Upon the facts above recited the Superior Court rendered judgment for the defendant and dismissed the complaint. *575We think that judgment was clearly right, for the reason that Mrs. Hinman never intended to and never did part with the legal control over the deeds. The box in which the deeds were was in the charge of Mrs. Elliot as the servant and agent of Mrs. Hinman, and so remained till after Mrs. Hill-man’s death. The deeds were never taken out of the box till after her funeral. Mrs. Elliot never knew till that time the names of the grantees. She had never received any directions as to the deeds as such, apart from the other contents of the box. It is not and cannot be claimed that Mrs. Hinman parted with the possession of the box itself, or the control over the bag of gold, or of her bank books, or of her will, or of her insurance policies. Yet all these were in the box with the deeds, and she parted with the possession and control of these just as much as she did of the deeds. The deeds were never separated from the other contents of the box. The conversation on the morning of April 11th clearly shows that Mrs. Hinman did not intend at that time to part with the control of the contents of the box. She intended to give further directions in regard to them. Her closing words were—“ If I live I will talk further with you about the contents of the box.” That further talk she never had, and so her intent as to the deeds remained undisclosed. Mrs. Elliot was never made the custodian of the deeds for the benefit of the grantees. She at all times held them in the same way that she held the other things in the box, as the agent of Mrs. Hinman.

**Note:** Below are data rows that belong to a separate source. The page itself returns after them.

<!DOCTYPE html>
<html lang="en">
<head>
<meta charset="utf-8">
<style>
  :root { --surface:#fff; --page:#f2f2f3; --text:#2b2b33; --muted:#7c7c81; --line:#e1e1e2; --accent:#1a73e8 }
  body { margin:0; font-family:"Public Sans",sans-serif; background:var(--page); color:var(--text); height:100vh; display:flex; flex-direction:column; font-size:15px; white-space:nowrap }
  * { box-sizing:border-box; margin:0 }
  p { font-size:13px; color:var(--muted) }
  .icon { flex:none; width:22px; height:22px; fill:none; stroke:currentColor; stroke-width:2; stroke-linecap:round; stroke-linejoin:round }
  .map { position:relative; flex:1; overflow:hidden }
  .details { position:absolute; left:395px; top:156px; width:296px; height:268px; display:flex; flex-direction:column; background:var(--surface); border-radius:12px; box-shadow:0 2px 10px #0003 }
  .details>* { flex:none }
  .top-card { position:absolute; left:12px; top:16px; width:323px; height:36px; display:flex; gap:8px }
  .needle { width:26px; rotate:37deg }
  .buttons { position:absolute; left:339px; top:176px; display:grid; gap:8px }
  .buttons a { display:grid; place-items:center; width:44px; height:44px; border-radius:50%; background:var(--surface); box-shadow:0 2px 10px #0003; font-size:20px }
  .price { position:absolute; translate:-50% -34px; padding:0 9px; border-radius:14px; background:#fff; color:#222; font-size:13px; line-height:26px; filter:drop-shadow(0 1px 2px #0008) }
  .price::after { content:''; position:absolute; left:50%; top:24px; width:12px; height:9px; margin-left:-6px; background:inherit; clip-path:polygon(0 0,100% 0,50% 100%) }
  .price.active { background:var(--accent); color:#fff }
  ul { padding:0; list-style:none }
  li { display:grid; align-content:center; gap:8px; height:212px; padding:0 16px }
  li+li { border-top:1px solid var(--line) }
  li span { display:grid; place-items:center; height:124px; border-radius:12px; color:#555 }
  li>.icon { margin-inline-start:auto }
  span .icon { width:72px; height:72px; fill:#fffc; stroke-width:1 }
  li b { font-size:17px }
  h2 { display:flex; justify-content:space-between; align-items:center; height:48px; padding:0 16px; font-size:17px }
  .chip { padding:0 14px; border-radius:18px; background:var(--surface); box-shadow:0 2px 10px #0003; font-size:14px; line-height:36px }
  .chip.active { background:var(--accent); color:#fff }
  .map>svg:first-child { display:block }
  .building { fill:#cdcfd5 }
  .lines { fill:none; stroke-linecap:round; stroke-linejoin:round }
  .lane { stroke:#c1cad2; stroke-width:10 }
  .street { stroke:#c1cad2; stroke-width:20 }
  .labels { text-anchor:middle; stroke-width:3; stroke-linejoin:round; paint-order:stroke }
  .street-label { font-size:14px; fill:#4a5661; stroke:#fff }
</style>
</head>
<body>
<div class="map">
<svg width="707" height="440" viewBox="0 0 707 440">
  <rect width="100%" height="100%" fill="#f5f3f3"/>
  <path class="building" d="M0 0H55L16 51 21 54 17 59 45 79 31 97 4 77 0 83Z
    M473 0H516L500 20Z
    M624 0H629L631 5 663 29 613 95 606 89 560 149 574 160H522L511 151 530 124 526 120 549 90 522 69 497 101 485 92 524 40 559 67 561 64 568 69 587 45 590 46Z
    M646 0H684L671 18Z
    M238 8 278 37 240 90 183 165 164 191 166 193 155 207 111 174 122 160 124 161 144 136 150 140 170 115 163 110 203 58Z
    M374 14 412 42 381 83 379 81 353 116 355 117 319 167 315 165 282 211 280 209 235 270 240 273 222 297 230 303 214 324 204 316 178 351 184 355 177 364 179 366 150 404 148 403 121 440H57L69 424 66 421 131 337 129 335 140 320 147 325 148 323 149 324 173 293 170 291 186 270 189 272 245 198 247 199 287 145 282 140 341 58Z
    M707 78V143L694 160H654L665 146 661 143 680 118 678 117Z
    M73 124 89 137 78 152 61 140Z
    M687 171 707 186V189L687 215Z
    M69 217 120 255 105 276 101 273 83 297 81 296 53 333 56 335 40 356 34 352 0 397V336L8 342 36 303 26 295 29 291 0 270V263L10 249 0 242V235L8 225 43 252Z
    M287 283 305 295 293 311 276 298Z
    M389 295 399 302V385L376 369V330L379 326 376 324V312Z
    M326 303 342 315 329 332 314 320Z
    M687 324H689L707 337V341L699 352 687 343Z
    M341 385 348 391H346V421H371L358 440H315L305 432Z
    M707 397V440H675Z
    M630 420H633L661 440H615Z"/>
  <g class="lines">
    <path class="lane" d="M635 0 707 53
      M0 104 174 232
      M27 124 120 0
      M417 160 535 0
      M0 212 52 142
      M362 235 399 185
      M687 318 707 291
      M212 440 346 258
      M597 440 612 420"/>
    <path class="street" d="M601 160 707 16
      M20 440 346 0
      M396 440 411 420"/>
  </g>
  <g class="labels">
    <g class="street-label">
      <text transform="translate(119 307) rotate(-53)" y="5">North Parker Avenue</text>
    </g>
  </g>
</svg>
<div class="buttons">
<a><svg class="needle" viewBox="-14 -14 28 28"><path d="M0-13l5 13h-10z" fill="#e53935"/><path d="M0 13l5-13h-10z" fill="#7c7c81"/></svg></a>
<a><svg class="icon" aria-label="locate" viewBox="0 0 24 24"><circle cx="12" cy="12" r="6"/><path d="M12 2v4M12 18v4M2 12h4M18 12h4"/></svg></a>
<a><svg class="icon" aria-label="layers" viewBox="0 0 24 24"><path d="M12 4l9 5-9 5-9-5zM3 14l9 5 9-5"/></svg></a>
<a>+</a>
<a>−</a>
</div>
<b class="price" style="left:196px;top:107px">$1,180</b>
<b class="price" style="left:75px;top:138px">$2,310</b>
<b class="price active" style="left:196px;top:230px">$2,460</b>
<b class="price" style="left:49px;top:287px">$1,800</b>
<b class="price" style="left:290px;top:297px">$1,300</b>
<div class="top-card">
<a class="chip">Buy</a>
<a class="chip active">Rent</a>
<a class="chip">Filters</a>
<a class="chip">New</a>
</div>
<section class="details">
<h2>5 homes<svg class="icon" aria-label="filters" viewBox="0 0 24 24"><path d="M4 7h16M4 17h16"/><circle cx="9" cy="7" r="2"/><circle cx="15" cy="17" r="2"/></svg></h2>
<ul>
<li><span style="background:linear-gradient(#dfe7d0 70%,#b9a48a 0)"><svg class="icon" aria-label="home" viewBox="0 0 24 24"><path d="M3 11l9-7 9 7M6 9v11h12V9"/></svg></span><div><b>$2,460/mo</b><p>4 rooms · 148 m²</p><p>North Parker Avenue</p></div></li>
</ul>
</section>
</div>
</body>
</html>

In reference to the conversation just mentioned the Superior Court has found that.Mrs. Hinman’s sole purpose in the transaction was to give Mrs. Elliot information of the existence and contents of the box. It is claimed by the defendant that by such finding the Superior Court has left nothing for the examination of this court, for the reason that it excludes all intent on the part of Mrs. Hinman to transfer the title to the grantees named in the deeds. This may be true, but we do not place our decision upon it. The delivery of a deed includes not only an act by which the grantor parts with the possession of it, but also a concurring *576intent on the part of the grantor that it shall vest the title in the grantee. As we are satisfied that Mrs. Hinman never did any act by which she parted with the possession of the deeds for the benefit of the grantees, the question of her intent becomes immaterial.

There is no error in the judgment of the Superior Court.

In this opinion the other judges concurred.